__What the exercise asks__. Below are some records. Return exactly the lines from the one with "position:absolute; left:18px; top:897px;" to the one with "font-size:45px; font-weight:800; line-height:1.1", and nothing else.

───── Material shown

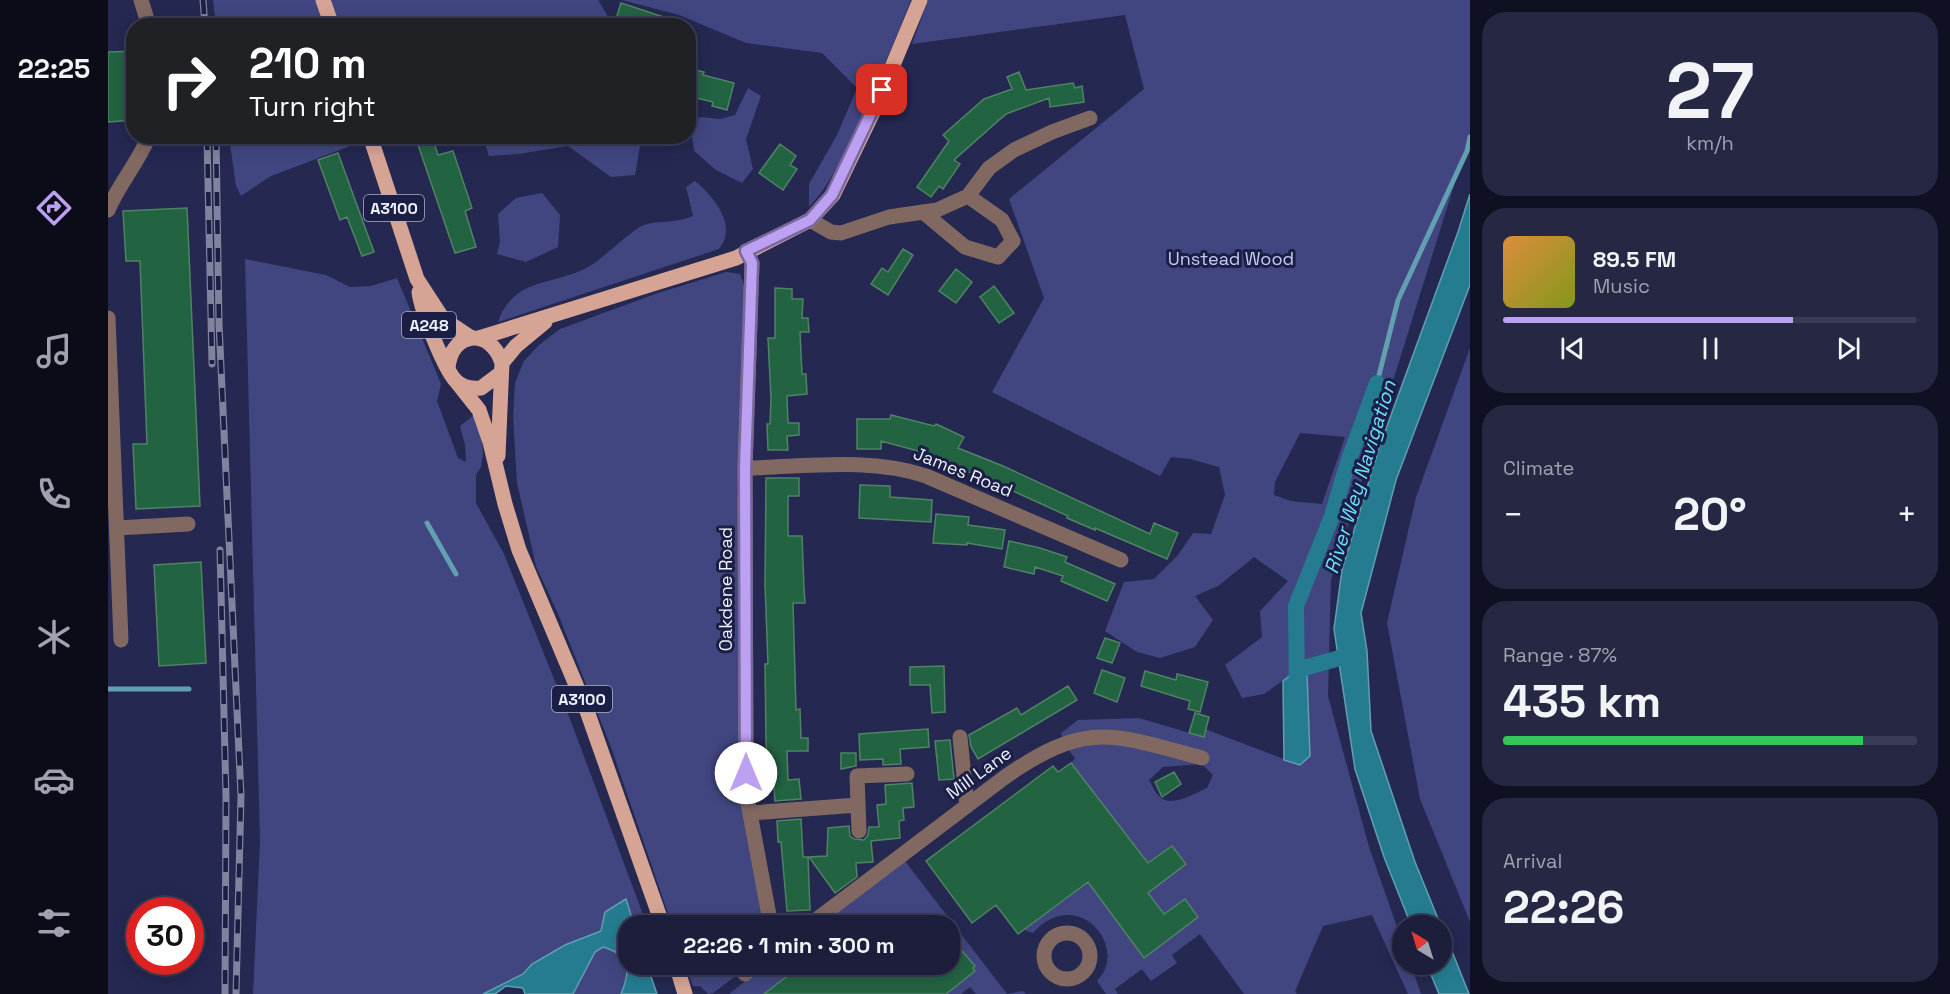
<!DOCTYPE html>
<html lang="en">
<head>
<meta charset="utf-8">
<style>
  body { margin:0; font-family:"Space Grotesk",sans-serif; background:#252743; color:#f1f3f6; height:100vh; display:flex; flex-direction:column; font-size:22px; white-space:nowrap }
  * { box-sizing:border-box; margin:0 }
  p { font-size:20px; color:#a0a2af }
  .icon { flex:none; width:33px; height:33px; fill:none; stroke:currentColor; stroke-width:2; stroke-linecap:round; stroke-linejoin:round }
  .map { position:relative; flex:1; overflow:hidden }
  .side { display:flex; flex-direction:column; gap:12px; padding:12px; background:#0f1021; width:480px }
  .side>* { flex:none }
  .banner { position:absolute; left:18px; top:18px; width:570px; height:126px; border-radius:24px; box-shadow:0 3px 15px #0003,0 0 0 2px #3a3c56; background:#202124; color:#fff; overflow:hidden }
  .needle { width:39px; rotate:322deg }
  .controls { position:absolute; left:1284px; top:915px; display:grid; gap:12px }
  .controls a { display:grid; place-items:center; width:60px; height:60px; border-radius:50%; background:#1c1e3c; box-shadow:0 3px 15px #0003,0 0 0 2px #3a3c56; font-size:30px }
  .speed { position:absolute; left:18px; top:897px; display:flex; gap:12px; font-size:30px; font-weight:700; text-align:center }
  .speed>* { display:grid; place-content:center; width:78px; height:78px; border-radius:50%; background:#1c1e3c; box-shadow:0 3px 15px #0003,0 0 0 2px #3a3c56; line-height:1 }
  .speed .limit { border:9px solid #d22; background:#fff; color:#111 }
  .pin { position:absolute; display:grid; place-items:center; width:51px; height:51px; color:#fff; margin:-26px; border-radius:12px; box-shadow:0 3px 9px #0006 }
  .me { position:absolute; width:66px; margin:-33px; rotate:0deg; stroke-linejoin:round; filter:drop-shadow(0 0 4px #0008) }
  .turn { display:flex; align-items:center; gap:21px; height:126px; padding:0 24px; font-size:27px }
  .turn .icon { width:78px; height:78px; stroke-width:2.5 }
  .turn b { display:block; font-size:42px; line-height:51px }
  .big { font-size:45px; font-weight:800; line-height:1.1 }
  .side .card { flex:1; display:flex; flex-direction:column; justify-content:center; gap:9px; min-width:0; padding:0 21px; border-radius:24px; background:#252743 }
  .side .dial { align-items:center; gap:0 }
  .dial b { font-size:78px; line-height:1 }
  .song { display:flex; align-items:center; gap:18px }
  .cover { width:72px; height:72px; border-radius:9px; background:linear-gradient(135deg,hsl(30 70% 55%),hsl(70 70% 35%)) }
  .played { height:6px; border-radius:3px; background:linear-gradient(90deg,#bca0f2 70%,#3a3c56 70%) }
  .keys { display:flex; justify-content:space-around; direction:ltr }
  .heat { display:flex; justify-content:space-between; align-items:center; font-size:33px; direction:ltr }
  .charge { height:9px; border-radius:4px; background:linear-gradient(90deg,#34c759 87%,#3a3c56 0) }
  .trip { position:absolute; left:510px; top:915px; width:342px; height:60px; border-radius:24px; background:#1c1e3c; box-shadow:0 3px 15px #0003,0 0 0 2px #3a3c56; font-weight:800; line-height:60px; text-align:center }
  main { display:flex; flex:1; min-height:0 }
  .menu { display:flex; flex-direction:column; width:108px; justify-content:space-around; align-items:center; background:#0b0c18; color:#a0a2af }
  .menu .icon { width:42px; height:42px }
  .menu .on { color:#bca0f2 }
  .menu b { font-size:27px; color:#f1f3f6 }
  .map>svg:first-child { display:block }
</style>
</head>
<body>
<main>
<nav class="menu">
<b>22:25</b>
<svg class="icon on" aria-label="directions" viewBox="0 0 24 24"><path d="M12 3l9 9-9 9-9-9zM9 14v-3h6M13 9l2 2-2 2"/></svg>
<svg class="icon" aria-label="music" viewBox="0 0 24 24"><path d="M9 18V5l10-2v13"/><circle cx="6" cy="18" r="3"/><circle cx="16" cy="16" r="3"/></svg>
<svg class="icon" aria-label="phone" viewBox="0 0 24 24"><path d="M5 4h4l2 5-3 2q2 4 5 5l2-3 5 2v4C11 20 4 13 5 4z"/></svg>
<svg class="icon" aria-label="climate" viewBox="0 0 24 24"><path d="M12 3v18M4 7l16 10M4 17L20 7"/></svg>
<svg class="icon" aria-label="car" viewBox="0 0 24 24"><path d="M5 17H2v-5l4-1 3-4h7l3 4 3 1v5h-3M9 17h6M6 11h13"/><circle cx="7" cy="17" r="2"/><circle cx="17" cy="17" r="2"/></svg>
<svg class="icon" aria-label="filters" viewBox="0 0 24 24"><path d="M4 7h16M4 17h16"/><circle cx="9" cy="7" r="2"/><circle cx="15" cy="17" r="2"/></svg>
</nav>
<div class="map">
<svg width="1362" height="994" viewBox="0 0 1362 994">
  <rect width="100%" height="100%" fill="#252850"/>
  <path fill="#414681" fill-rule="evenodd" d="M105,0h385l15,25h-397z
    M514,0h289c-16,41 -33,80 -51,119 -14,31 -27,63 -51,88v-23l28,-49 20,-47 -35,-35 -76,-10 -67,-28z
    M820,0h542v134l-139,446 -3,116 41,151 33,94v23l9,1 10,29h-13l-36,-79 -49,11 -28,65 2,3h-53l-44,-60 -28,21 5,8 -26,18 -9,-12 -27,20 3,5h-12l-9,-13c34,-34 -21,-97 -64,-48l-9,-3 110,-83 -63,-84 4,-5 -9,-11 -5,-14 17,-13 61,-2 64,19 2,-8 95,36 -8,-91 -28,20 -22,4 -17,-33 37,-28 -2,-26 28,-30 -34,-24 -36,29 -23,10 18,24 -18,27 -35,11 -23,-6 -32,-21 19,-49 30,-3 24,-24 15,-22 18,1 14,-39 -6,-28 -29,-8 -19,-2 -11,19 -168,-84 52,-94 -35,-99 135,-110 -19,-74 -213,29zM1192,433l45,4 -23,67 -31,-3 -17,-6 1,-13zM1094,764l11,11 -6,13c-11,5 -36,20 -47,9 -5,-4 -8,-12 -11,-17l14,-13z
    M640,88l13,8 -15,43 7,30 -11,14 -26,-13 -22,-19 -3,-22 9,-12 20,2 15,-4z
    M121,137h145l-103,39 -30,20 -5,-10z
    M375,137v-1l162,1 -5,9 -5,29 -24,2 -43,-31 -49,8 -30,2z
    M587,181c19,16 43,44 24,68l-221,73c16,-46 57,-36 90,-55 17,-9 41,-36 56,-42 14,-5 30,-1 49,-9l-7,-29z
    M434,193l18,22 -2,32 -32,15 -29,-8 3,-12 -2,-28 18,-16z
    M137,259l81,16 24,12 21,-1 26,-8 44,106 -4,17 21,57 8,4 -1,-17 -5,-19 14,-11 7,20 2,18 -2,14 -5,8v28l28,51 66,165 77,206h-13l-8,-26 -24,32 -37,14 -33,19 -9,10 -40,20h-230l7,-153z
    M618,272l14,2 5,15 -8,204 3,25 1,161 23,246h-92l-61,-178 -53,-133 -22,-48 -19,-83 -4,-67 2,-33 9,-22 15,-16 21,-16 98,-36z
    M1362,348v574l-50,-123 -33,-176 29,-126z
    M797,861l102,133 16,-3 3,3h-50l-6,-7 -9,7h-232l37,-29 184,-1v-38l-132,-1z
    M494,947c28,8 29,22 19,47h-48l22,-42z
    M577,965h52l-4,3 3,8 -23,17 -5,1 -8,-8h-7z"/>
  <path fill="#257c91" stroke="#619fb1" stroke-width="1.5" d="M1362,194v91l-74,195 -35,133 6,38 4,80 44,131 26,64 -30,-1 -27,-68 -29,-88 -21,-140 8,-59 37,-122 79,-216z
    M1199,673l3,83 -10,9 -16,-5 -1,-79 9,-7z
    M518,899l8,26 -6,1v38l19,1 10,29h-36c10,-24 10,-39 -18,-47l-8,5 -22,42h-48l-2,-6 -17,-2 -11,8h-12l40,-20 9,-10 33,-19 36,-14 4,-19z
    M1334,926l27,68h-30l-12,-29 15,-1z"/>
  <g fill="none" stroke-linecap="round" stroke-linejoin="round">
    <path stroke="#619fb1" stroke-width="5" d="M1269,383l21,-83 69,-149 3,-14
      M319,523l29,51
      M0,689h81"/>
    <path stroke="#257c91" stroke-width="16" d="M1189,670l46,-13
      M1189,694l-1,-88 36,-90 16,-54 29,-79"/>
  </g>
  <path fill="#226342" stroke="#508365" stroke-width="1.5" d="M513,3l61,20 -1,3h-54l1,-3 -12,-4z
    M26,51v69l-26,2v-70z
    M580,68l16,4 -1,3 31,8 -7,27 -15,-4 1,-4 -25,-6z
    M911,72l7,18 47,-7 2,5 7,-2 2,16 -34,5 -1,-9 -43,16 -52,46 6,4 -17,25 -4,-3 -8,11 -14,-10 32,-46 -6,-6 41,-36 28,-10 -5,-12z
    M307,136h17l6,19 15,-4 19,57 -7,3 11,36 -21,6z
    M672,144l16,12 -6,9 7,4 -14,21 -24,-17z
    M230,153l36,99 -12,4 -15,-39 -7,3 -22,-60z
    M79,208l13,298 -64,3 -3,-65h14l-7,-183h-14l-3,-50z
    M795,249l10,6 -25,40 -17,-11 11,-16 6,4z
    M848,269l16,13 -16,21 -17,-12z
    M886,286l20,27 -15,10 -19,-26z
    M667,288l17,1v10h11l-1,19h6l1,14h-9l2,42h4l1,20 -20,2 1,27h11v12l-12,1 1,14h-20l-1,-26h3l1,-25 -3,-61h7z
    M783,415l43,11 2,-2 28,13 -6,11 45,18 147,68 4,-11 24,10 -11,26 -72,-31v2l-28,-12 1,-2 -79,-36 -39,-15 -1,3 -28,-13 1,-3 -41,-11v8h-24v-30h33z
    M658,478h33v18h-11v40h14l2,52 1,15h-12l3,107 4,-1 1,29h7v13h-21l1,29 11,-1 2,20 -26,2 -2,-27h-5l-2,-33 -1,-77h3l-3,-79z
    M752,485l30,1v11l42,3 -1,22 -72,-4z
    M828,514l33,3 -1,8 37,5 -3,19 -35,-6v2l-34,-2z
    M901,541l31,7 27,9 -2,5 50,22 -8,17 -46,-20 2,-5 -28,-9 -1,7 -30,-7z
    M93,562l5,101 -47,3 -5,-101z
    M997,638l15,5 -8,20 -15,-5z
    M836,666l1,46 -13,1 -2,-28h-20v-18z
    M994,670l23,8 -8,24 -23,-9z
    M1037,671l31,9 1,-6 31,8 -8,30 -12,-3 2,-8 -49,-15z
    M960,686l9,14 -99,59 -7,-12 -2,-12 48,-27 4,7z
    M1087,713l14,4 -5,20 -15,-4z
    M820,729l1,18 -29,2 1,15 -18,1v-6l-23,1 -1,-26z
    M842,740l4,39 -15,1 -4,-39z
    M733,753h15v13l-15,3z
    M963,763l77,100 24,-17 14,18 -38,29 16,21 21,-15 13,18 -54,41 -56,-76 -70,52 -22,-29 -24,18 -46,-62 127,-95 5,6z
    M1066,772l7,12 -19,13 -7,-15z
    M804,783l2,24 -11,1 1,12 -5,1 1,17 -29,3 2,21 -17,1 1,14 -22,16 -26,-36 18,-1 1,-28 21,-2 1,10 4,3 10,1 4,-5 1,-8h10l-2,-22 9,-1 -1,-19z
    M693,819l2,38h5l2,53 -23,1 -6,-69h-3l-1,-21z
    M842,937l25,29 -2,2 2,3 -29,23h-182l31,-24 -4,-6h159z"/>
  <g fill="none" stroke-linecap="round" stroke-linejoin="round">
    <path stroke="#816962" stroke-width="15" d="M33,0l8,26
      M0,210c11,-26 30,-47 41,-74
      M815,212l42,35 33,10 15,-16 -11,-21 -34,-24
      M702,220l21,12 10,1 48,-16 48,-7 31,-14 21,-28 25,-18 38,-18 38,-14
      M638,251l6,12 -7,205 1,324 25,134
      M0,318l13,322
      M637,468c59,-1 124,-11 181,8l195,84
      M9,528l71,-4
      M852,737l7,69
      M642,813l108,-8
      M751,831l-2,-55 50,-2
      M700,926l197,-149c82,-57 106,-43 197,-19
      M936 956a23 23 0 1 1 46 0a23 23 0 1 1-46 0Z
      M637,974l10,-10"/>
    <path stroke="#d5a495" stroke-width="15" d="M215,0l9,26
      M262,136l47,143 26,40 27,18
      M311,292c2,18 24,74 36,88 7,8 17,9 26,8l20,-15
      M371,338l257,-80 74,-38 23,-25 42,-87 45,-108
      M394,363l14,-17 29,-24
      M340,369c2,-38 43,-42 54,-6l-4,93
      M348,381l23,29 11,32 15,62 14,46 68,161 76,215
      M568,964l9,30"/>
    <g stroke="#81839e" stroke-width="7">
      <path id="rail" d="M95,0l2,26
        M99,136l5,228
        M108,136l3,188 22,472 -5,198
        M112,550l6,247 -1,197"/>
    </g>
    <use href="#rail" stroke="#1b1e45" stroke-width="4.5" stroke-dasharray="14" stroke-linecap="butt"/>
  </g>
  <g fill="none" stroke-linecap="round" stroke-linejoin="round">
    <g stroke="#7a689d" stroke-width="15">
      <path id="route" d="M638,773l-1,-305 7,-205 -6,-12 64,-31 22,-25 50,-105"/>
    </g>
    <use href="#route" stroke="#bca0f2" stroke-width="10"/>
  </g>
  <g text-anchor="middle" stroke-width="6" stroke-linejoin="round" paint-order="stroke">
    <g fill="#1b1e45" stroke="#afb1c4" stroke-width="1.5">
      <rect x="256" y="195" width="60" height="26" rx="4.5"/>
      <rect x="294" y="312" width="54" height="26" rx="4.5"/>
      <rect x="444" y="686" width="60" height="26" rx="4.5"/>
    </g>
    <g font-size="16" font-weight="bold" fill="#eef0fb">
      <text x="286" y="214">A3100</text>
      <text x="321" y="331">A248</text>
      <text x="474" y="705">A3100</text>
    </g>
    <g font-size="18" fill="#c5ccf3" stroke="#1b1e45">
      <text x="1123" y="265">Unstead Wood</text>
    </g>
    <g font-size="18" fill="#eef0fb" stroke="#1b1e45">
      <text transform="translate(855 472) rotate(22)" y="6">James Road</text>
      <text transform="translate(618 589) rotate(-90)" y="6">Oakdene Road</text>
      <text transform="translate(871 773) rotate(-36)" y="6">Mill Lane</text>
    </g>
    <g font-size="20" font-style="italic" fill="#6edefc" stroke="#1b1e45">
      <text transform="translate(1252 477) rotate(-73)" y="7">River Wey Navigation</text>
    </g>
  </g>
</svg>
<div class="controls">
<a><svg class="needle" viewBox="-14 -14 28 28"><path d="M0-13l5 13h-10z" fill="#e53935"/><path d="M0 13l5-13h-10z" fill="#a0a2af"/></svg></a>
</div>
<div class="speed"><div class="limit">30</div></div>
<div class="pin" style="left:774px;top:90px;background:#d93025"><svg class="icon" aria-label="arrive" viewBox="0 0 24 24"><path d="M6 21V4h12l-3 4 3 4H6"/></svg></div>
<svg class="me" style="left:638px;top:773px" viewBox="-20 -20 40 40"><circle r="19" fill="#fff"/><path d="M0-13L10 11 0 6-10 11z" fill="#bca0f2"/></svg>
<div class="trip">22:26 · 1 min · 300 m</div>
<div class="banner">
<div class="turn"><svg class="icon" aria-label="right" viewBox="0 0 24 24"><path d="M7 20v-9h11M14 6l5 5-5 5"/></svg><div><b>210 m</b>Turn right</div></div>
</div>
</div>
<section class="side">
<div class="card dial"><b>27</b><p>km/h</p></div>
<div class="card">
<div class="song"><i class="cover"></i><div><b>89.5 FM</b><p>Music</p></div></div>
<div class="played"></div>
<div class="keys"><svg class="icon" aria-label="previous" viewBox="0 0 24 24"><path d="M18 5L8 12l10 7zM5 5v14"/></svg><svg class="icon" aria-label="pause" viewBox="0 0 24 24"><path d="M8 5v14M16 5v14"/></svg><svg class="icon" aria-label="next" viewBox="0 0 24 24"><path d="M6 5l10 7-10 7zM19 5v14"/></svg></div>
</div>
<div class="card"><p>Climate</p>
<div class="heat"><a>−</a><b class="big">20°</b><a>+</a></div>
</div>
<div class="card"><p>Range · 87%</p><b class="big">435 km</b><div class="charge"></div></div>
<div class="card"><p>Arrival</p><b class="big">22:26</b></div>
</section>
</main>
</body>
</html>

──────────

__Result below__.
  .speed { position:absolute; left:18px; top:897px; display:flex; gap:12px; font-size:30px; font-weight:700; text-align:center }
  .speed>* { display:grid; place-content:center; width:78px; height:78px; border-radius:50%; background:#1c1e3c; box-shadow:0 3px 15px #0003,0 0 0 2px #3a3c56; line-height:1 }
  .speed .limit { border:9px solid #d22; background:#fff; color:#111 }
  .pin { position:absolute; display:grid; place-items:center; width:51px; height:51px; color:#fff; margin:-26px; border-radius:12px; box-shadow:0 3px 9px #0006 }
  .me { position:absolute; width:66px; margin:-33px; rotate:0deg; stroke-linejoin:round; filter:drop-shadow(0 0 4px #0008) }
  .turn { display:flex; align-items:center; gap:21px; height:126px; padding:0 24px; font-size:27px }
  .turn .icon { width:78px; height:78px; stroke-width:2.5 }
  .turn b { display:block; font-size:42px; line-height:51px }
  .big { font-size:45px; font-weight:800; line-height:1.1 }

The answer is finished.